Gata2b is a restricted early regulator of hemogenic endothelium in the zebrafish embryo

Abstract

The adult blood system is established by hematopoietic stem cells (HSCs), which arise during development from an endothelial-to-hematopoietic transition of cells comprising the floor of the dorsal aorta. Expression of aortic runx1 has served as an early marker of HSC commitment in the zebrafish embryo, but recent studies have suggested that HSC specification begins during the convergence of posterior lateral plate mesoderm (PLM), well before aorta formation and runx1 transcription. Further understanding of the earliest stages of HSC specification necessitates an earlier marker of hemogenic endothelium. Studies in mice have suggested that GATA2 might function at early stages within hemogenic endothelium. Two orthologs of Gata2 exist in zebrafish: gata2a and gata2b. Here, we report that gata2b expression initiates during the convergence of PLM, becoming restricted to emerging HSCs. We observe Notch-dependent gata2b expression within the hemogenic subcompartment of the dorsal aorta that is in turn required to initiate runx1 expression. Our results indicate that Gata2b functions within hemogenic endothelium from an early stage, whereas Gata2a functions more broadly throughout the vascular system.

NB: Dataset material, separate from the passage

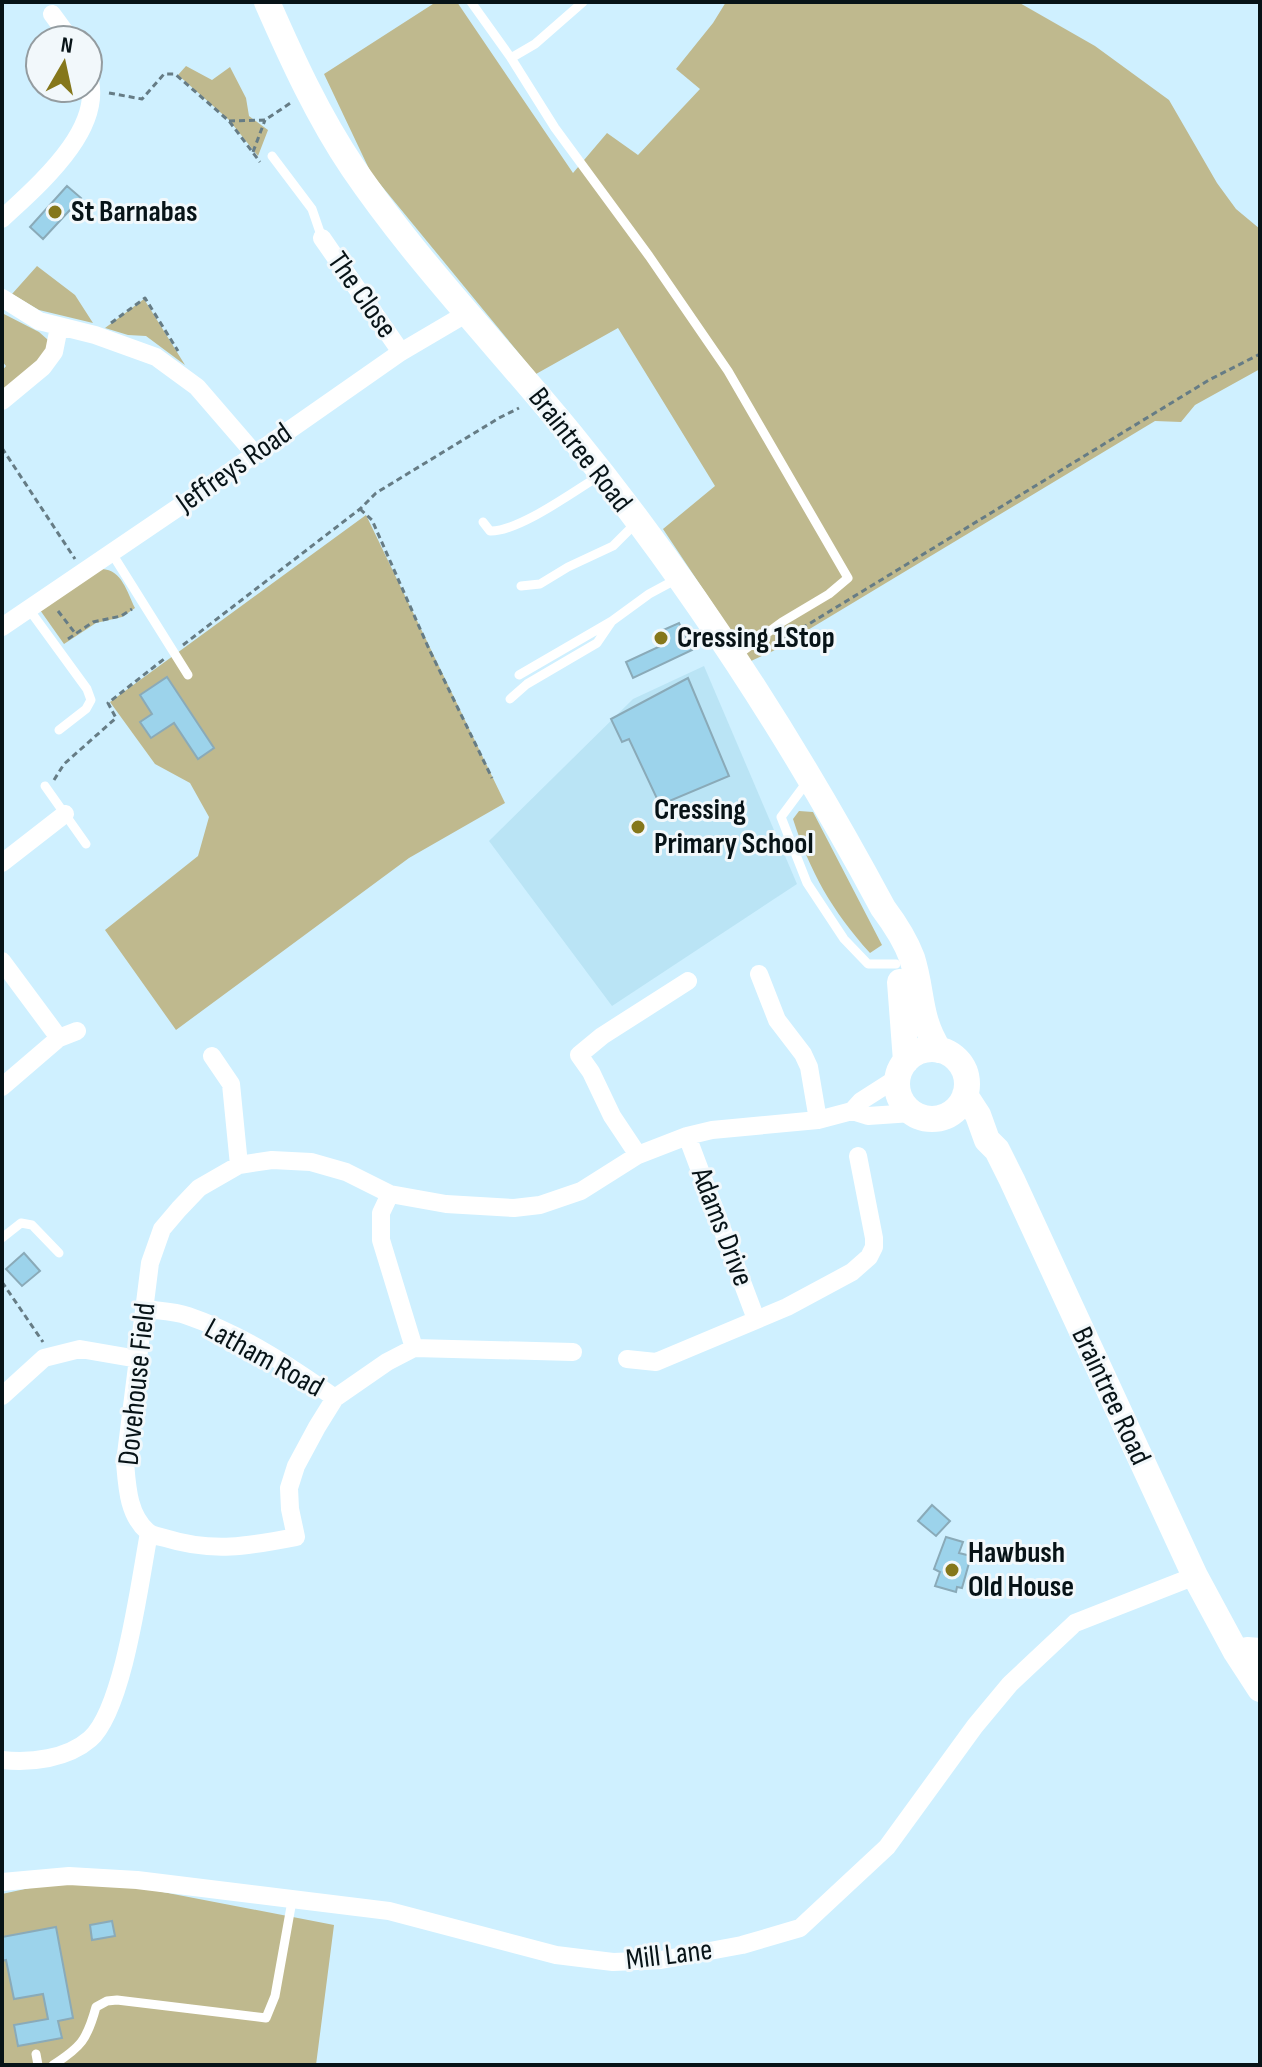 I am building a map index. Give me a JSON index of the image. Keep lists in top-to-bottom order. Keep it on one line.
{"streets":{"main road":["Braintree Road"],"street":["The Close","Jeffreys Road","Adams Drive","Latham Road","Dovehouse Field","Mill Lane"]},"crossings":[["The Close","Jeffreys Road"],["Braintree Road","Jeffreys Road"],["Braintree Road","Dovehouse Field"],["Braintree Road","Mill Lane"],["Adams Drive","Dovehouse Field"],["Latham Road","Dovehouse Field"]],"places":["St Barnabas","Cressing 1Stop","Cressing Primary School","Hawbush Old House"],"north":"top"}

Keywords: Gata2; Hematopoietic stem cell; Hemogenic endothelium; Notch; Subfunctionalization.

Fig. 1.

Homology of Gata2a and Gata2b proteins. Alignment of amino acid sequences of human GATA2, murine GATA2, and zebrafish Gata2a and Gata2b sequences. Residues conserved in all four proteins are highlighted in blue. Residues conserved between human GATA2, murine GATA2 and zebrafish Gata2a are highlighted in green. Residues conserved between human GATA2, murine GATA2 and zebrafish Gata2b are highlighted in purple.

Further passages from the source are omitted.